Many great additions in one PR! However I am not a big fan of the warmup being ran inside the kernel; what about users who would like to run Generalized HMC with their parameters? There's a place for this kind of design, but imo blackjax is not where this should happen (PyMC would be, cf https://github.com/pymc-devs/pymc/issues/5930).

MEADS is a warmup scheme for GHMC and should be exposed just as that, an adaptation scheme (just like ChEEs is an adaptation scheme for HMC). GHMC should be exposed as a kernel. What do you think?

I'm asking for @junpenglao's opinion as well.

[junpenglao]

+1 to @rlouf's point. For example, in the case of ChEES we will add a HMC kernel that randomized the number of leapforg (Uniform(min, max) that min and max are result from ChEES tuning.

[albcab]

MEADS is a warmup scheme for GHMC and should be exposed just as that, an adaptation scheme (just like ChEEs is an adaptation scheme for HMC). GHMC should be exposed as a kernel. What do you think?

Agree. I've pushed a version with meads and ghmc as separate kernels, the former is an adaptation scheme with run api and the latter a sampling scheme with init and step apis.

I've also recycled code from hmc.py with small modifications to the original code to make it work. I've included Neal's nonreversible slice sampling style MH in proposal.py. I need a version of velocity_verlet that uses a different step_size for each dimension so I've included it as a separate function, I could possibly generalize the original velocity_verlet function or make a include a new general version in integrators.py. I could also include a persistent momentum version of gaussian_euclidean in metrics.py or shift the original version in ghmc.py as I do now. wdyt?

[rlouf]

I've also recycled code from hmc.py with small modifications to the original code to make it work.

Yes, it looks a lot better, thank you!

I've included Neal's nonreversible slice sampling style MH in proposal.py.

That's a good call.

I need a version of velocity_verlet that uses a different step_size for each dimension.

Very strange to me that they chose to do that instead of using a mass matrix but we'll have to deal with it I guess. I suggest generalizing the existing integrators. What do you think @junpenglao?
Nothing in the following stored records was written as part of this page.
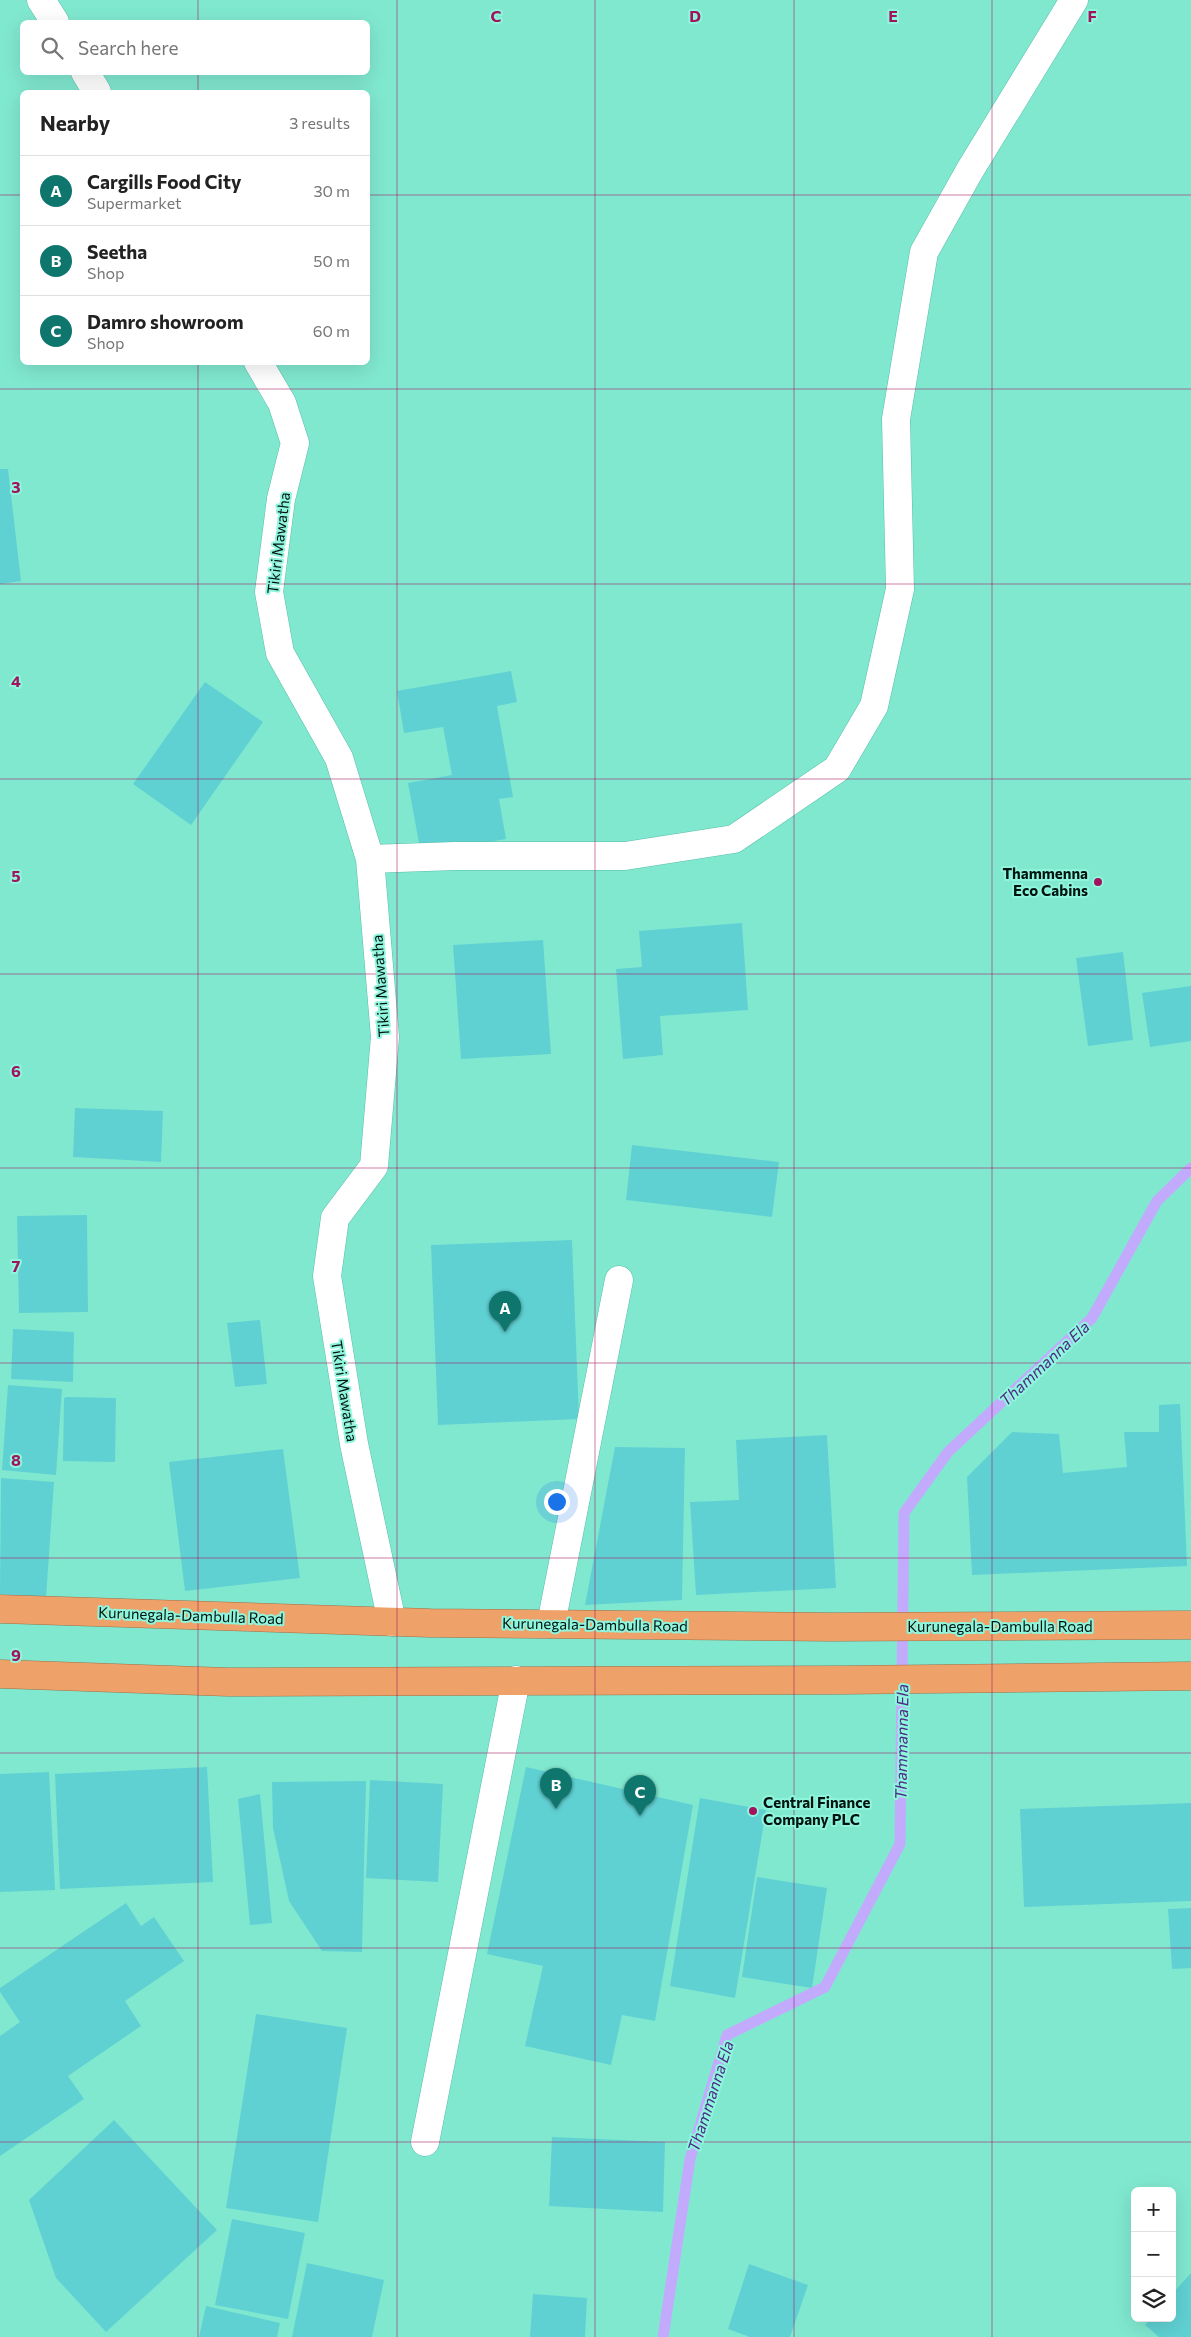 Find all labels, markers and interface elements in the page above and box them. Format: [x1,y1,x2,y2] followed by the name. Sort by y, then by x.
[491,6,502,25] text: C
[689,6,701,25] text: D
[888,6,898,25] text: E
[1087,6,1097,25] text: F
[20,20,370,75] search box
[38,34,66,62] icon: search
[78,36,178,59] text: Search here
[40,110,110,135] text: Nearby
[289,113,350,132] text: 3 results
[87,170,241,193] text: Cargills Food City
[50,181,62,200] text: A
[313,181,350,200] text: 30 m
[87,193,182,212] text: Supermarket
[87,240,147,263] text: Seetha
[51,251,61,270] text: B
[313,251,350,270] text: 50 m
[87,263,125,282] text: Shop
[87,310,244,333] text: Damro showroom
[51,321,61,340] text: C
[313,321,350,340] text: 60 m
[87,333,125,352] text: Shop
[11,477,21,496] text: 3
[263,491,293,595] street label: Tikiri Mawatha
[11,671,21,690] text: 4
[1002,864,1088,899] place label: Thammenna Eco Cabins
[11,866,21,885] text: 5
[1092,876,1104,888] marker: Thammenna Eco Cabins
[367,934,393,1038] street label: Tikiri Mawatha
[11,1061,21,1080] text: 6
[12,1256,21,1275] text: 7
[489,1291,521,1332] pin: A
[995,1317,1093,1409] water label: Thammanna Ela
[328,1339,362,1443] street label: Tikiri Mawatha
[11,1450,21,1469] text: 8
[544,1489,570,1515] your location
[98,1603,284,1627] street label: Kurunegala-Dambulla Road
[502,1613,688,1635] street label: Kurunegala-Dambulla Road
[907,1617,1093,1635] street label: Kurunegala-Dambulla Road
[11,1645,21,1664] text: 9
[890,1684,912,1800] water label: Thammanna Ela
[540,1768,572,1809] pin: B
[624,1775,656,1816] pin: C
[763,1793,870,1828] place label: Central Finance Company PLC
[747,1805,759,1817] marker: Central Finance Company PLC
[683,2038,737,2154] water label: Thammanna Ela
[1131,2187,1176,2322] map controls
[1131,2187,1176,2232] button: +
[1131,2232,1176,2277] button: −
[1131,2277,1176,2322] button: layers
I could also include a persistent momentum version of gaussian_euclidean in metrics.py or shift the original version in ghmc.py as I do now. wdyt?
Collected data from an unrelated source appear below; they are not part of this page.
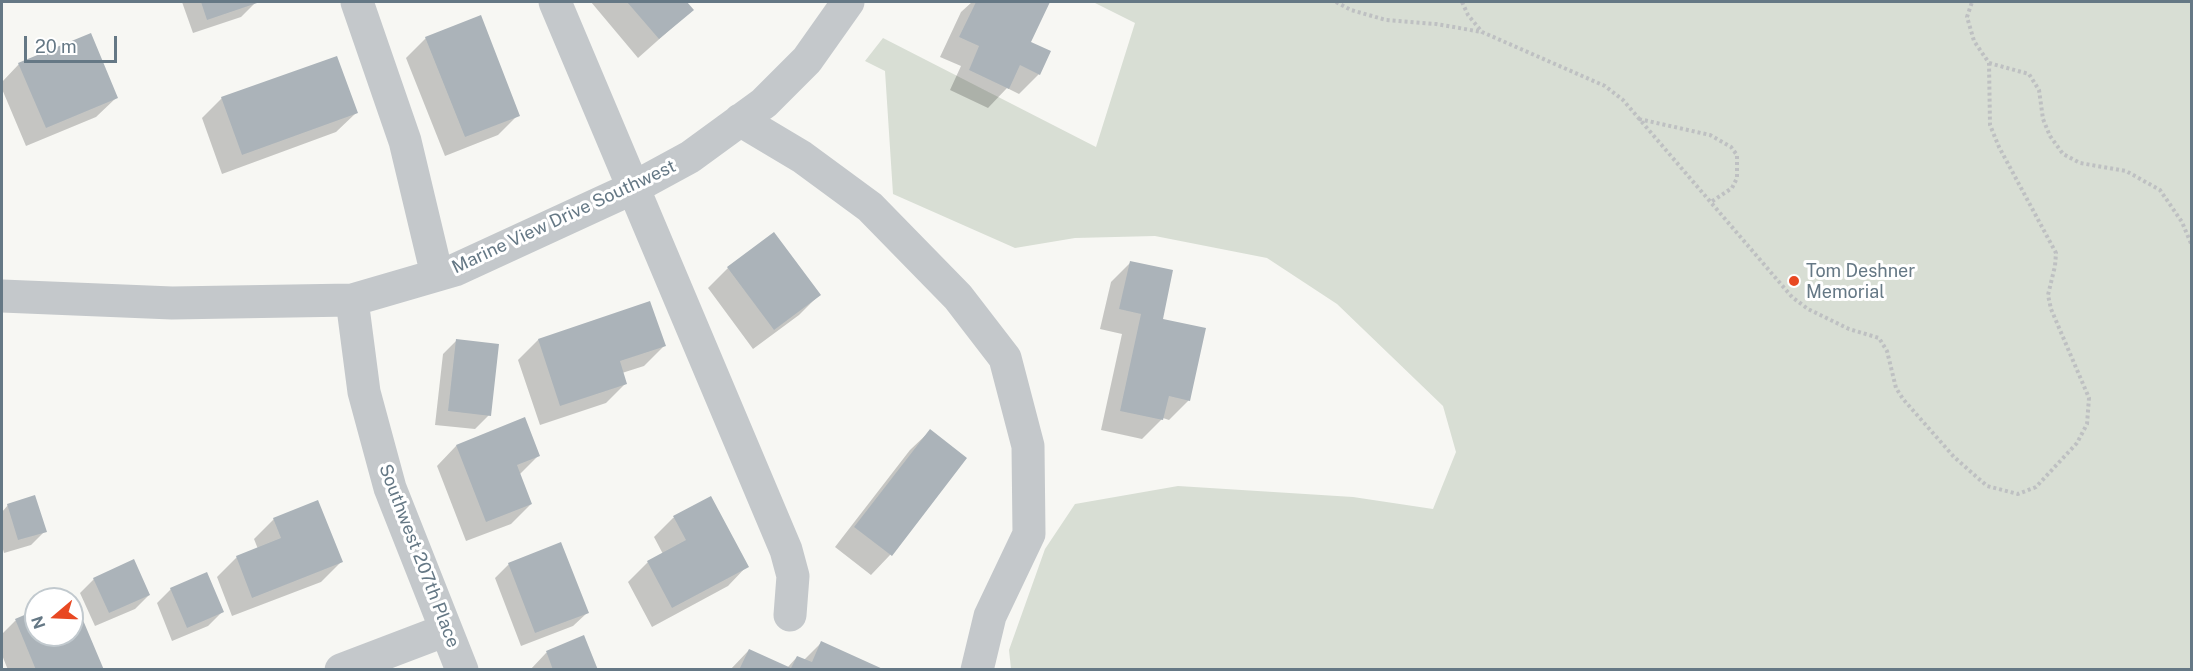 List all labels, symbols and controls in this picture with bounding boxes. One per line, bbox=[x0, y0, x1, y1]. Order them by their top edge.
scale bar bbox=[27, 24, 120, 62]
text: 20 m bbox=[35, 36, 77, 57]
street label: Marine View Drive Southwest bbox=[449, 156, 679, 278]
place label: Tom Deshner Memorial bbox=[1806, 260, 1915, 302]
marker: Tom Deshner Memorial bbox=[1787, 274, 1801, 288]
street label: Southwest 207th Place bbox=[374, 461, 464, 651]
north arrow bbox=[24, 587, 84, 647]
text: N bbox=[27, 613, 49, 631]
Shfting is great. To make the code easier to read for now you can include the momentum update in a function in ghmc.py:

def update_momentum(rng_key, position, momentum, alpha)
    m, unravel_fn = ravel_pytree(momentum)
    momentum_generator, *_ = metrics.gaussian_euclidean(
        1 / alpha * jnp.ones(jnp.shape(m))
    )
    momentum = jax.tree_map(
        lambda prev_momentum, shifted_momentum: prev_momentum
        * jnp.sqrt(1.0 - alpha)
        + shifted_momentum,
        momentum,
        momentum_generator(rng_key, position),
    )

    return momentum

The code is asking for a generalization but I don't see it right now. I need to read more.

Other comments not in order:

• kernel_factory is now kernel in adaptation algorithms since we simplified the API.
• Also did I miss something or did you not fully implement the the warmup?
• We probably want to vmap in parallel ECA, although we should probably leave the possiblity for the user to choose for instance with a kwarg batch_fn=jax.vmap

Looking forward to playing with the code!

[albcab]

Very strange to me that they chose to do that instead of using a mass matrix but we'll have to deal with it I guess.

I think its because of the persistent momentum. Assuming initial momentum m has std normal distribution then new momentum m' = sqrt(1-alpha) * m + sqrt(alpha) * e for e std normal, also has std normal distribution (see calculation of MH acceptance rate). Maybe we could scale the momentum after its persistent update before numerical integration, but we would need to adjust the MH acceptance rate calculation to the scaled density.

This could be a nice option since it would avoid generalizing the numerical integrators. Just have to make sure it works theoretically.

[rlouf]

I think that once you're using tree_multimap that's not a huge deal. Let's see when the warmup is fully implemented!

[albcab]

Let's see when the warmup is fully implemented!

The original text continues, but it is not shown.